The music by Colin Stetson is essential to the mood of the ending. What was it about his music that made you think it would be such a good fit with this material?
Aster: I love his score too and I think Colin is just a genius. He was actually the first person I pulled onto this film. Two years before we found producers and financing, I had reached out to him and secured him on the project because I was actually writing the script to his music. His music always just felt like the movie to me, the movie I was trying to conjure. For me his music and the film are inextricable from each other. There's just something so sorrowful about his solo music and what he does with horns and the saxophone, and here in this film with clarinets and different instruments, he does something so singular. You can't identify what you're hearing. He's a really amazing artist.

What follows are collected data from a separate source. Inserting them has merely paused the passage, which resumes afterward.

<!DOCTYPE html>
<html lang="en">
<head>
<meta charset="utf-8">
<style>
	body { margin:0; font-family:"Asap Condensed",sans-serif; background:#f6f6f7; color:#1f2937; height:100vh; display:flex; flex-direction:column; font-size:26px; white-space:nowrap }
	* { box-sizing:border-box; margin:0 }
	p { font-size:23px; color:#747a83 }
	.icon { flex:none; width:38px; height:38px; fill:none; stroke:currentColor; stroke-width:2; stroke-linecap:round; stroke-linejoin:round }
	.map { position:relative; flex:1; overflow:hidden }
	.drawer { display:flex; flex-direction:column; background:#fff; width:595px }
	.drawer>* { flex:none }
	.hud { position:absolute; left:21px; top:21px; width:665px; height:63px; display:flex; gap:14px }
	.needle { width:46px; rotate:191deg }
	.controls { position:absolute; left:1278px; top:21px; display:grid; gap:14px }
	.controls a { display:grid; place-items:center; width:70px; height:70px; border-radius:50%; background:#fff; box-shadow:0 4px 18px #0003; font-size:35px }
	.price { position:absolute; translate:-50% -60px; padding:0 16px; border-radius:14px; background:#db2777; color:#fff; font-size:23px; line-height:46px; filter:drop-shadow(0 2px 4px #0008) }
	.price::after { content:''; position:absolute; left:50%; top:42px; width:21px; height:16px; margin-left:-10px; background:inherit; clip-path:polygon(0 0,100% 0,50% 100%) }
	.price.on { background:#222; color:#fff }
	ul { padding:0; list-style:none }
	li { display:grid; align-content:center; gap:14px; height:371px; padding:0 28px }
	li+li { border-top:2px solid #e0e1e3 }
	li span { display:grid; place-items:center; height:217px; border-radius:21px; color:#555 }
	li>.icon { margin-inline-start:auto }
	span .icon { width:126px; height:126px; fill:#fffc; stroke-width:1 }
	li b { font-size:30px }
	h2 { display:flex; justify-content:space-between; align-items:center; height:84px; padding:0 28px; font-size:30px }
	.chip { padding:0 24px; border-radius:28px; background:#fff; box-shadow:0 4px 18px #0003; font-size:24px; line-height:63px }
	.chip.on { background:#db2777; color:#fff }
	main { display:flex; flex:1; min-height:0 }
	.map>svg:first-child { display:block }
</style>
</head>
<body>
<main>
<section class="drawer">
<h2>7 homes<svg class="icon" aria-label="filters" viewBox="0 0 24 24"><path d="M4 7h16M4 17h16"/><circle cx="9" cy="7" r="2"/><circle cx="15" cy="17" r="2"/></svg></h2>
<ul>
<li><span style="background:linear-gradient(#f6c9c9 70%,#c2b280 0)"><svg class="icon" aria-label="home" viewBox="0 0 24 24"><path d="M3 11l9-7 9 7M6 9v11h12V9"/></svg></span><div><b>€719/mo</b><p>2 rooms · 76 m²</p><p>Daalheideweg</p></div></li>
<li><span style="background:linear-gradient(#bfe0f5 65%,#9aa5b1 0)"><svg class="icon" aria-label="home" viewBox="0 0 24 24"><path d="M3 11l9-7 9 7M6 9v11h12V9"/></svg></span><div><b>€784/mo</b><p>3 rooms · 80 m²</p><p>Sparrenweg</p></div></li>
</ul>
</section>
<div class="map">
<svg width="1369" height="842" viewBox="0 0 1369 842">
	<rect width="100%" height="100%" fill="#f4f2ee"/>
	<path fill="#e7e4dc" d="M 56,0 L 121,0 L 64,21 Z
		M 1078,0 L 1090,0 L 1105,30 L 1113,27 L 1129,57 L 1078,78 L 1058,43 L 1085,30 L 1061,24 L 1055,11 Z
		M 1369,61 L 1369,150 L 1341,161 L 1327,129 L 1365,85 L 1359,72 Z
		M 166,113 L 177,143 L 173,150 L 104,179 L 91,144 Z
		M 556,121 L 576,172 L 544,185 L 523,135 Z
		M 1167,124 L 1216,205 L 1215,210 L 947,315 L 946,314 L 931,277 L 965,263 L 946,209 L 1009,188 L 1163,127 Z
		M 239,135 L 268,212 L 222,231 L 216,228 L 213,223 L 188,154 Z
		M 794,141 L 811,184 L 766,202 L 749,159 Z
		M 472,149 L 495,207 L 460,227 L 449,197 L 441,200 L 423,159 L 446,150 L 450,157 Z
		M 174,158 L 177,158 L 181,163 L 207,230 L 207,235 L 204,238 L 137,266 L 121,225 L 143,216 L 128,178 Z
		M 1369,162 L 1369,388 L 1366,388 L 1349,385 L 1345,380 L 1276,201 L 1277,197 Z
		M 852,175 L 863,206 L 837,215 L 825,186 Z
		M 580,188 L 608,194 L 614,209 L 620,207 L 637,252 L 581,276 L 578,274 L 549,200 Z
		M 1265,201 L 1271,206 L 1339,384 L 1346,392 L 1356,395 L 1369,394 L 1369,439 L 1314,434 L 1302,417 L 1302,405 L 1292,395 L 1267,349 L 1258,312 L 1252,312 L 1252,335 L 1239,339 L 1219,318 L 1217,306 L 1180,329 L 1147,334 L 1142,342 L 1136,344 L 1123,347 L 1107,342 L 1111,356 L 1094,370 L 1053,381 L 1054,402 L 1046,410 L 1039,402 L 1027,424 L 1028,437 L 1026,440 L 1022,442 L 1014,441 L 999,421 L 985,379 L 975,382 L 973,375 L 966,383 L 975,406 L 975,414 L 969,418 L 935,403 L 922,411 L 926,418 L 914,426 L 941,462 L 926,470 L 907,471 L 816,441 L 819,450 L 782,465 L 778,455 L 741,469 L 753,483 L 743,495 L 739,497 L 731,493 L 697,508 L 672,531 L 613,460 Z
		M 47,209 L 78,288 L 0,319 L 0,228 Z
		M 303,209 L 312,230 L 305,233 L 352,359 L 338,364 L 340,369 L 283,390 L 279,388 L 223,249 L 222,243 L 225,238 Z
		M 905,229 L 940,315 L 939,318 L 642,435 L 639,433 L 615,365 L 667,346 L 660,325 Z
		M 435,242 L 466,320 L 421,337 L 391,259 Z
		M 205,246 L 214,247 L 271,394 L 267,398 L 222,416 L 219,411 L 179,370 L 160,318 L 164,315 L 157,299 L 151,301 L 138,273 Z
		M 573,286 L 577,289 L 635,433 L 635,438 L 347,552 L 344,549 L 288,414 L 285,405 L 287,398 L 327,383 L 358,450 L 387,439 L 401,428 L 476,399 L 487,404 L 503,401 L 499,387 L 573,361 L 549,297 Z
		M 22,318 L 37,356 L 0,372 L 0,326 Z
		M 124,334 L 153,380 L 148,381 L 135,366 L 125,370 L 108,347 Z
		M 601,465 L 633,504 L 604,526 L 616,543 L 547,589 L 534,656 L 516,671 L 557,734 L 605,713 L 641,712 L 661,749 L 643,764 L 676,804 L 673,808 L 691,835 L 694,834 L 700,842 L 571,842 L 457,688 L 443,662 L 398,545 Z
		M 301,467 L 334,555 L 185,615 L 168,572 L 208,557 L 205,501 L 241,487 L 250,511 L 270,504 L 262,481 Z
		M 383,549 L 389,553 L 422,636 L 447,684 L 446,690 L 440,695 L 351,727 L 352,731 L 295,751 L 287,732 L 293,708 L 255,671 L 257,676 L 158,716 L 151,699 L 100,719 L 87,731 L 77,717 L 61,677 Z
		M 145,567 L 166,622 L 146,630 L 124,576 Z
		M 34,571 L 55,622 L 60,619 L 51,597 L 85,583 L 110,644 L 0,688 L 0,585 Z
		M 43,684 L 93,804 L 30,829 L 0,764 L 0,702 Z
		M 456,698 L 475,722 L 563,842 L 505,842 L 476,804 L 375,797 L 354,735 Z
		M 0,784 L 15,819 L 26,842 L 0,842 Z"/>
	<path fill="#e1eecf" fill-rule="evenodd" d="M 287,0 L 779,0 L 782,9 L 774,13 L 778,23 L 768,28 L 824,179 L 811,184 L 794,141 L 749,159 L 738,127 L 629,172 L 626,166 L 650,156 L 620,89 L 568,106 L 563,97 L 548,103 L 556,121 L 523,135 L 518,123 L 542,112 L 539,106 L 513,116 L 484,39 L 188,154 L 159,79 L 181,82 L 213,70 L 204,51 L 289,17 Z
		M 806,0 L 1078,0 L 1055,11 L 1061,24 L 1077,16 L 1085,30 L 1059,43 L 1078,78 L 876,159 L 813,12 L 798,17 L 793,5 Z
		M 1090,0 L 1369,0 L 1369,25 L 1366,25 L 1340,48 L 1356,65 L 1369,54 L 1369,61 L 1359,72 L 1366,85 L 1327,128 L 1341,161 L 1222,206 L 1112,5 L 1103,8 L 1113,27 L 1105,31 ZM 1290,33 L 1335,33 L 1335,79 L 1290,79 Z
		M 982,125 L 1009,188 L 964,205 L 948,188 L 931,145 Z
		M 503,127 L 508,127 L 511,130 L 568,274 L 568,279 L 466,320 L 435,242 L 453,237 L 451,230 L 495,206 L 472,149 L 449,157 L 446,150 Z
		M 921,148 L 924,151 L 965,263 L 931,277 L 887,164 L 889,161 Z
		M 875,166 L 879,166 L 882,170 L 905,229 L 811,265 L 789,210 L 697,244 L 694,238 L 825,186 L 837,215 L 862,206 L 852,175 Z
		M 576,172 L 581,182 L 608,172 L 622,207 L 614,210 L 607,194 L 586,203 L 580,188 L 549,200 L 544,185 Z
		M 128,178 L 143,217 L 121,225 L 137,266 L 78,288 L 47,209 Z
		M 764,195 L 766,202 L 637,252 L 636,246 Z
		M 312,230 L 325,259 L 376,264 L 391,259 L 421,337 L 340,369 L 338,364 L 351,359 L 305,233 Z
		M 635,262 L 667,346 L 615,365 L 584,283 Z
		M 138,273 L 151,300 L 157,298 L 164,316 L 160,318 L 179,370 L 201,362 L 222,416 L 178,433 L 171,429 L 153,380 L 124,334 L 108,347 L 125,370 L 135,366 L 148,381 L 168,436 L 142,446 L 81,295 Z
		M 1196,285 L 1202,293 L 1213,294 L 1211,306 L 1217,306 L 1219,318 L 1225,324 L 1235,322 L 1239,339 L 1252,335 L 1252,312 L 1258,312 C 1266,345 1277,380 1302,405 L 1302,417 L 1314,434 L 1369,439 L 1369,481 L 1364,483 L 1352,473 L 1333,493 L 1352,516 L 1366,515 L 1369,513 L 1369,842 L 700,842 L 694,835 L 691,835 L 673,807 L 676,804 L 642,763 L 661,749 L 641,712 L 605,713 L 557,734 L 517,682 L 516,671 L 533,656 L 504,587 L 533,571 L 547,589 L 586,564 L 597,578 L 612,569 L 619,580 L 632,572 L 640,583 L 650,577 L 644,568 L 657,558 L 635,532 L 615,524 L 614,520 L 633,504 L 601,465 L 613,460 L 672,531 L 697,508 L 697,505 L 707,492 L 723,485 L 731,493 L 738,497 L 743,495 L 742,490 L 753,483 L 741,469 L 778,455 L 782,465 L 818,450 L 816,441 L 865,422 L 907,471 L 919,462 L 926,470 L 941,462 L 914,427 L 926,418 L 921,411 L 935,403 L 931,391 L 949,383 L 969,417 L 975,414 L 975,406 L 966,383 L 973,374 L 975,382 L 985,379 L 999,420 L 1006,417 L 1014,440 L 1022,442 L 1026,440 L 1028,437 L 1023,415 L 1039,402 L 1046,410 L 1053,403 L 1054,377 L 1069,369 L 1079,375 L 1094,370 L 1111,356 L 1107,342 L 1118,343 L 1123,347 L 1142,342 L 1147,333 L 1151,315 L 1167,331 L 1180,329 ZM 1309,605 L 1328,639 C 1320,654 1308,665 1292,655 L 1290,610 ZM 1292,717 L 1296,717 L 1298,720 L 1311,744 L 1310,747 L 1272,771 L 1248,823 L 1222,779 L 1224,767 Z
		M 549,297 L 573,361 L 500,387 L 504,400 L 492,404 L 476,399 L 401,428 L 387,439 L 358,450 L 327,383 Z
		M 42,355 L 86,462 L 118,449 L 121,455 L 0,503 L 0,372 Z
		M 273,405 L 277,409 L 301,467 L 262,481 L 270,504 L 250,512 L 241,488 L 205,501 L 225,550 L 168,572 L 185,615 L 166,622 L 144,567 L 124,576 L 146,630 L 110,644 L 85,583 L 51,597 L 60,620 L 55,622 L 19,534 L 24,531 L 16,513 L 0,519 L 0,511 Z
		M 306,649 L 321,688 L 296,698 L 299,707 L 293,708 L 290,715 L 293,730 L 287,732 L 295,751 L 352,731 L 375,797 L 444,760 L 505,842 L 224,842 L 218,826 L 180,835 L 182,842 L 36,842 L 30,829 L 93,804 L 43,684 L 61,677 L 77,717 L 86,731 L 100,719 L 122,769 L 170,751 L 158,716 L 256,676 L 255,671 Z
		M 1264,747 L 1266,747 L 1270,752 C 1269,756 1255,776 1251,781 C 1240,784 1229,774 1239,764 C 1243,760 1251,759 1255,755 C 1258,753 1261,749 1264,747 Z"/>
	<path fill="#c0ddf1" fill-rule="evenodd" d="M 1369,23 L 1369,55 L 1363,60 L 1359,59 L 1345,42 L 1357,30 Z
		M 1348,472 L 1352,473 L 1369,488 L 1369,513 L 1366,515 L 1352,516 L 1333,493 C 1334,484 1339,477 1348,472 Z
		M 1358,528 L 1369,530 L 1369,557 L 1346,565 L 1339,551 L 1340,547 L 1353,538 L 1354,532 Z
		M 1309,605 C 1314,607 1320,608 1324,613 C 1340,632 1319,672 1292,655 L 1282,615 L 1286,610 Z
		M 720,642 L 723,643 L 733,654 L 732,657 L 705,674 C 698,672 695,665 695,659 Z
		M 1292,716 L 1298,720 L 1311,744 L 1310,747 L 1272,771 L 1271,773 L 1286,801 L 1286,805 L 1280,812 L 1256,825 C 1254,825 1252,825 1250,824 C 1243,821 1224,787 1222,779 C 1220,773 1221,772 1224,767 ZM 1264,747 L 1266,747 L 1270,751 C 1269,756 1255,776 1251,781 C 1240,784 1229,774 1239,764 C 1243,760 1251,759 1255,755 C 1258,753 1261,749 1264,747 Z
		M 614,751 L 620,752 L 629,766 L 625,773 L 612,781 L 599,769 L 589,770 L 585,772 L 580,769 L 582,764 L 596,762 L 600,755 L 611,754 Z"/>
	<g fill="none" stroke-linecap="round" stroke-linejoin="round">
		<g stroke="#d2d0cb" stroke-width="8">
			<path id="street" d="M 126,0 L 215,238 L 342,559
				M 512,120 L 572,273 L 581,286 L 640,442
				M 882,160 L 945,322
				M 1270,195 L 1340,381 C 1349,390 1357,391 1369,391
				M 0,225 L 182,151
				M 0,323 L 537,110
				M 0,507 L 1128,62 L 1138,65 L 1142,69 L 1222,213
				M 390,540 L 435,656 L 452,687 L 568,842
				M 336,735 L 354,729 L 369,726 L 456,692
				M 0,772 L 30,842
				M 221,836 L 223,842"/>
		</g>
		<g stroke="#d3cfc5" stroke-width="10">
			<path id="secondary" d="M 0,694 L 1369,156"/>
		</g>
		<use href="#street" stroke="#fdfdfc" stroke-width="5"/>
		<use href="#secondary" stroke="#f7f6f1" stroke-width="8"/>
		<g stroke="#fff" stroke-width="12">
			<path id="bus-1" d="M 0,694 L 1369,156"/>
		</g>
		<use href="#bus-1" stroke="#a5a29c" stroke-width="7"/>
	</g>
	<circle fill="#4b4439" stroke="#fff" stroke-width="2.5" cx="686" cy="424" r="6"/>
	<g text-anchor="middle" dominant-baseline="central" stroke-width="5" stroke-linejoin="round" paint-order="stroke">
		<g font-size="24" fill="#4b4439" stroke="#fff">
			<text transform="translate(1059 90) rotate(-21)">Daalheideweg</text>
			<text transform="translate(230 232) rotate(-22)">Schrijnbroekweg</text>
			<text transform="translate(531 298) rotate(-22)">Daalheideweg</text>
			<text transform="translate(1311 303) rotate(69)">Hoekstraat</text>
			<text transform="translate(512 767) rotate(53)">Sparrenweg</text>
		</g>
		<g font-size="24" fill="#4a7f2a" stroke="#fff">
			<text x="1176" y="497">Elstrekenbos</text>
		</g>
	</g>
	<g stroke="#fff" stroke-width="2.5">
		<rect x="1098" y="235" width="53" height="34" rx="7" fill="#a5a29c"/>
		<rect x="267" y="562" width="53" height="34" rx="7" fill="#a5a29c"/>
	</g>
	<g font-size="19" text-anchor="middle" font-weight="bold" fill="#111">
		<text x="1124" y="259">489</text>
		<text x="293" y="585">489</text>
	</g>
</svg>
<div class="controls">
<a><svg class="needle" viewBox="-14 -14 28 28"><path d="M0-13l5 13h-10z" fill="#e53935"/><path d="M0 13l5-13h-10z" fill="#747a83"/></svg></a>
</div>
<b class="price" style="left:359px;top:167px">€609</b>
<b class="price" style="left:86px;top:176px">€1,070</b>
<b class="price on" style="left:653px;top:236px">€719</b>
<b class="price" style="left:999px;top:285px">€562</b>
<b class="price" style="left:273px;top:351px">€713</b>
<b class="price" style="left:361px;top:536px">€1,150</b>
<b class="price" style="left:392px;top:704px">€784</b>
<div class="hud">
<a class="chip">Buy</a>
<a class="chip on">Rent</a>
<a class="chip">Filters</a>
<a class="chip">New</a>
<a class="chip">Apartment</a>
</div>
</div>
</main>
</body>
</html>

I saw that you're re-teaming for another horror film with A24, and I've read in previous interviews that you don't necessarily think of yourself as a horror director. What is it about the genre that continues to excite you?
Aster: I can say that I have 10 other feature scripts, and this is the only other film that serves as a contribution to the horror genre. Calling it a horror film right now is better for efficiency. Like Hereditary, it's something that becomes horror by the end, but it's more complicated than that.